Limitations should be considered when extrapolating the study outcomes. Firstly, the information of mother-infant pairs in this study was collected from a single hospital. The hospital in this study is one of the best hospitals in Wuhan with advanced medical technology and better health care. Women in poor physical conditions prefer to deliver at this hospital; thus, there might be some selection bias, which may limit the generalization of the findings. Secondly, limited by the overall population in our study, the number of VPTB is relatively small. However, we found that PM2.5 exposure during pregnancy had a larger effect on VPTB than MPTB, although VPTB group had a wider 95%CI than MPTB and PTB. Thirdly, the study was lack of health baseline information (vitro fertilization, a prior experience of cesarean section, and maternal obesity, etc.) and behavioral information (smoking status, alcohol consumption, etc.) for pregnancy women.

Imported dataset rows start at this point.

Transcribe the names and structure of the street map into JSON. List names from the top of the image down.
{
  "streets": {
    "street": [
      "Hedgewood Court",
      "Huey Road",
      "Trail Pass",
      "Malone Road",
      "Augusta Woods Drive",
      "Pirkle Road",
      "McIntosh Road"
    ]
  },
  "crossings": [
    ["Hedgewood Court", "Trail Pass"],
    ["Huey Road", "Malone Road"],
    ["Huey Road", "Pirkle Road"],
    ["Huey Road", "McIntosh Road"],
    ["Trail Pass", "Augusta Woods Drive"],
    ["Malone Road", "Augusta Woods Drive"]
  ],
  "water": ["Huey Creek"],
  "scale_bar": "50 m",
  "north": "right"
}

Although we could not obtain information on smoking status and alcohol consumption during pregnancy, phenomenon of smoking and alcohol consumption are rare among Chinese pregnancy women due to the influence of traditional Chinese culture [40]. Therefore, we believed that these confounders have less influence on the results. Fourthly, individual exposure was assessed based on the address in the medical records. Owing to the restriction of medical data, we can not obtain other individual exposure information, such as residential mobility, frequency of outdoor activities and availability of a purification machine, which might be important for assessing individual exposure. However, one study reported that the mobility rate of pregnant Chinese women was relatively low in Wuhan, China (8.4%) [41, 42]. Thus, we concluded that the influence of maternal mobility on the results in our study was limited.

Conclusion

In conclusion, the results of this study suggest that the exposure to ambient PM2.5 during pregnancy increases the risk of premature birth. The risk might vary by different subtypes of PTB and by different exposure windows. The effects of PM2.5 exposure on PTB appear to be stronger in women who receive less years of education or conceive during a cold season. Findings from this study could be important for policy makers in applying research evidence to policy, such as inclusion of the estimated effects in the future revisions of air quality standards. Also, public policies should be developed to prevent pregnant women from the impact of air pollution, especially among those vulnerable pregnant women.